## Record set
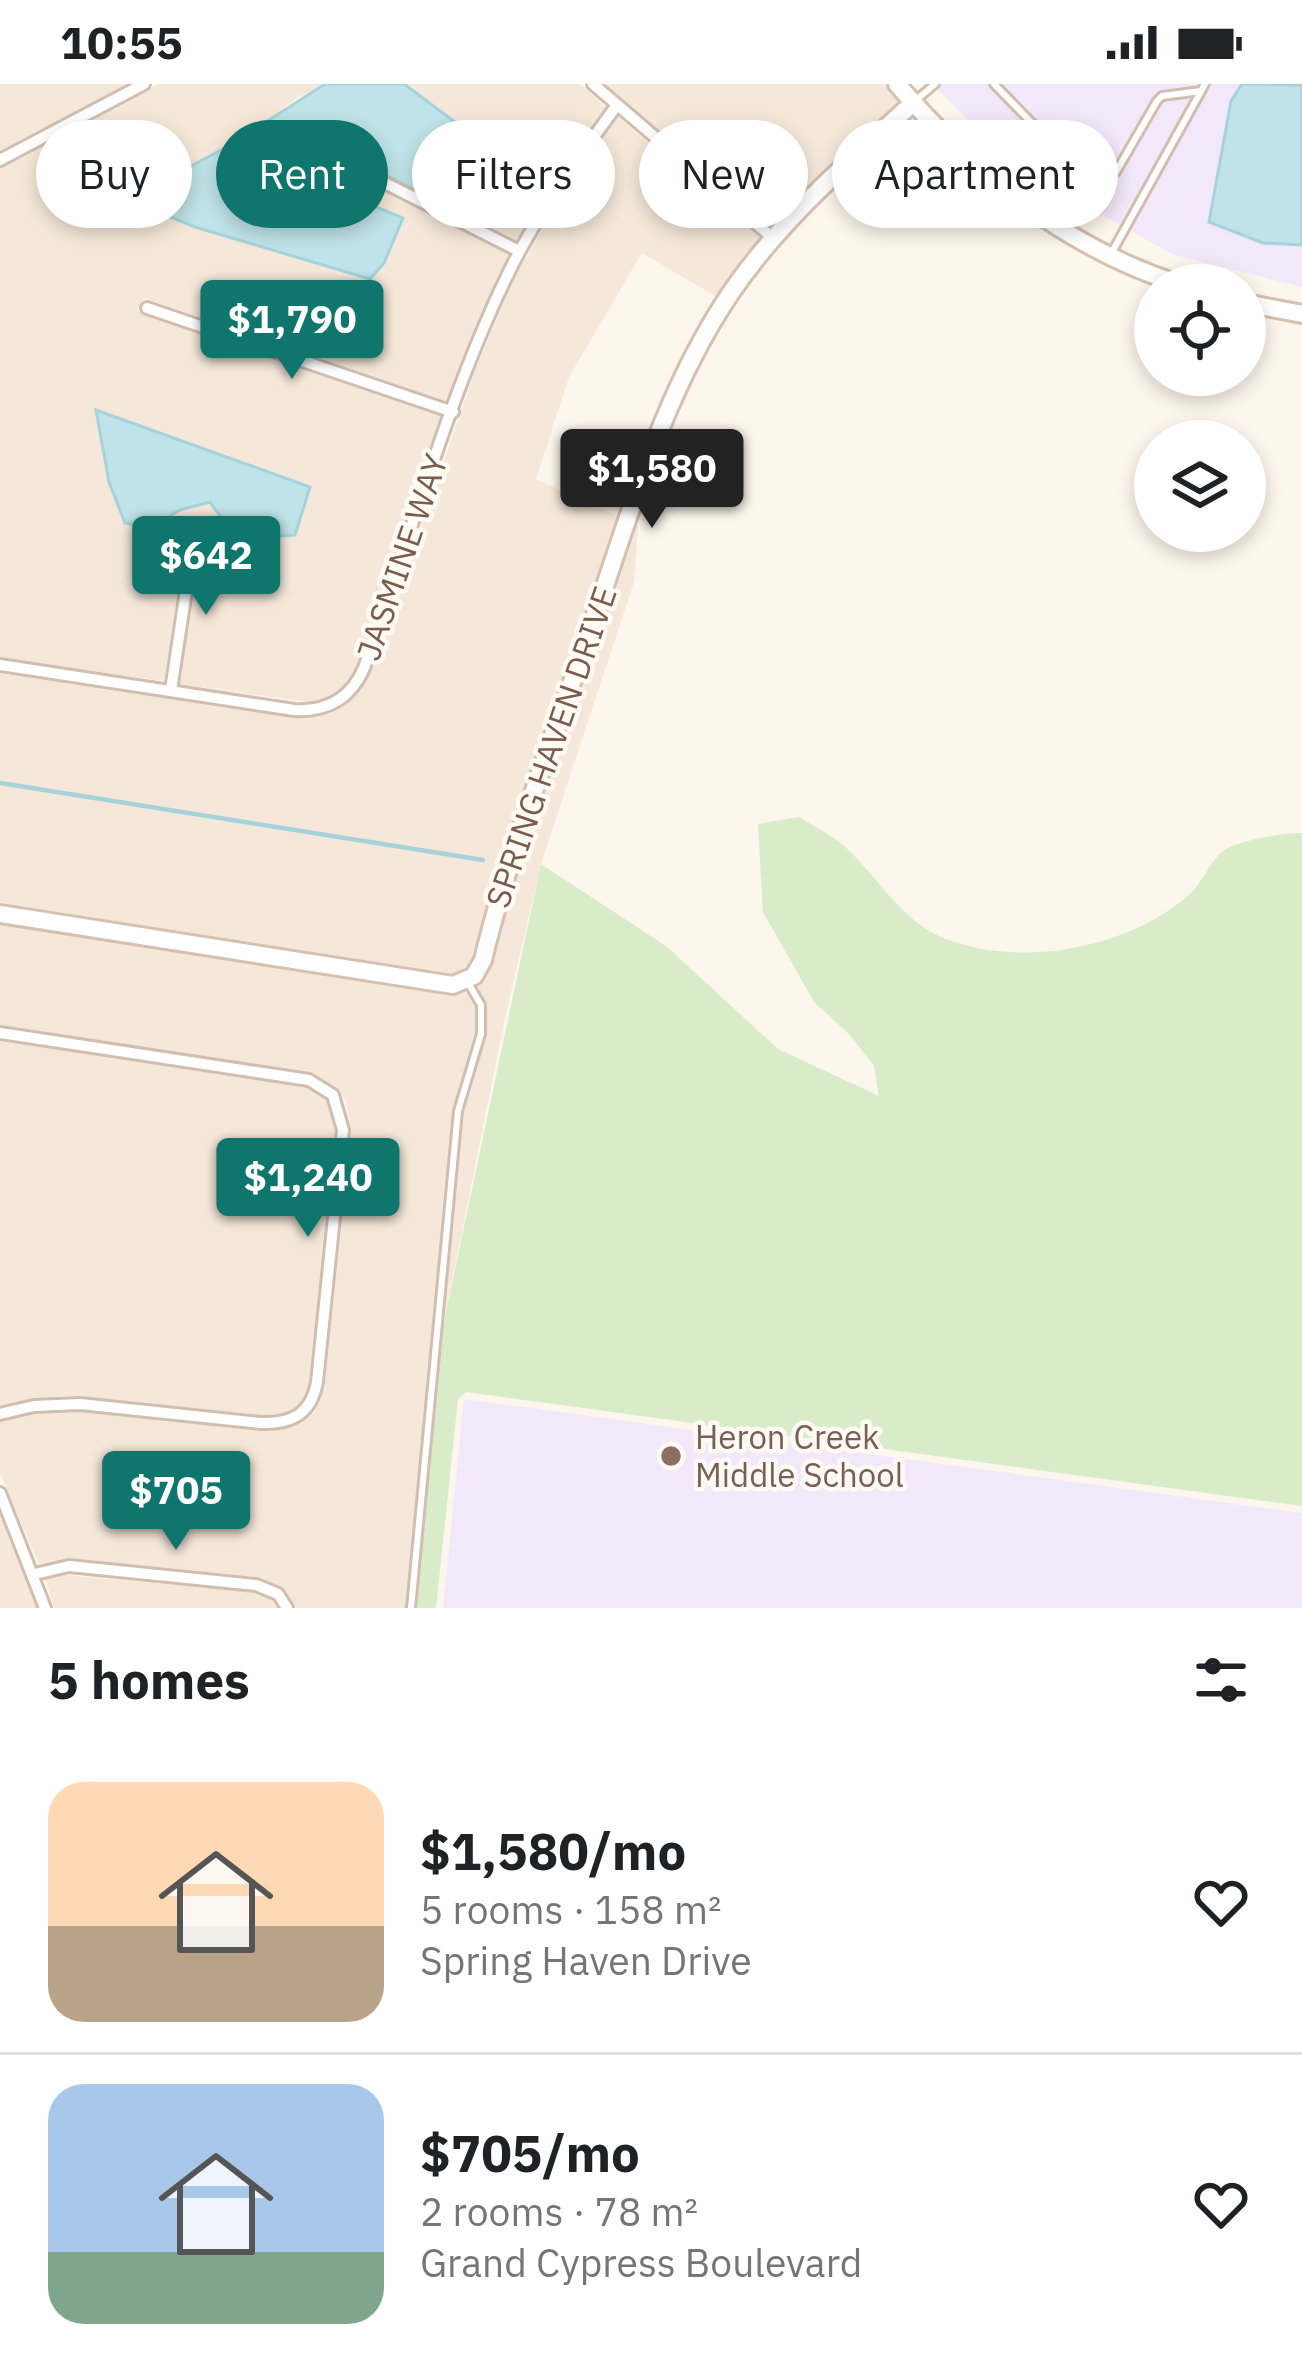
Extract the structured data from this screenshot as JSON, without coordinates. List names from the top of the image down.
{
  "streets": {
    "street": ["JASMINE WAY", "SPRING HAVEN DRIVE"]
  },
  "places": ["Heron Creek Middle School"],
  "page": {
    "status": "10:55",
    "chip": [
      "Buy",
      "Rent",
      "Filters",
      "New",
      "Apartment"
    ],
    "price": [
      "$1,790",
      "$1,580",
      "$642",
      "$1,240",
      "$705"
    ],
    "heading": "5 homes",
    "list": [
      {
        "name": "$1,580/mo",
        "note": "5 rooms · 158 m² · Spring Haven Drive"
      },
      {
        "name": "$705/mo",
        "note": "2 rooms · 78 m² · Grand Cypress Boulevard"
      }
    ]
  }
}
--
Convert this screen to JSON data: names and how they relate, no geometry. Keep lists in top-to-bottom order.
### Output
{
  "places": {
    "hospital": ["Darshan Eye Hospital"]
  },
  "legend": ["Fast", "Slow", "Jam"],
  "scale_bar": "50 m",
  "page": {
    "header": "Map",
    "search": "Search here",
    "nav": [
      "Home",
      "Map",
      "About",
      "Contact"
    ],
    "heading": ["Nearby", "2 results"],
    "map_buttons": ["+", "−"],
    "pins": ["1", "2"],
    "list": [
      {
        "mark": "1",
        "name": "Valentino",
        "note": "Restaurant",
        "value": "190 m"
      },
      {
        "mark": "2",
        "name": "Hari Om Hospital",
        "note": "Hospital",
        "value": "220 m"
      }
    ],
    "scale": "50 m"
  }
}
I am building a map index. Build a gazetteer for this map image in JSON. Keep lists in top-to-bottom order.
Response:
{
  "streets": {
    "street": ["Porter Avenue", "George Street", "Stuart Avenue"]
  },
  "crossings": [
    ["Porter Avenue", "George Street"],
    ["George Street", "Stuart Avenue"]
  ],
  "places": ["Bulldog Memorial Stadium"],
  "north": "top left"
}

## Instructions to follow
The word "order" occurs on certain lines of the material; count those lines and respond with the number only.

## Your response
2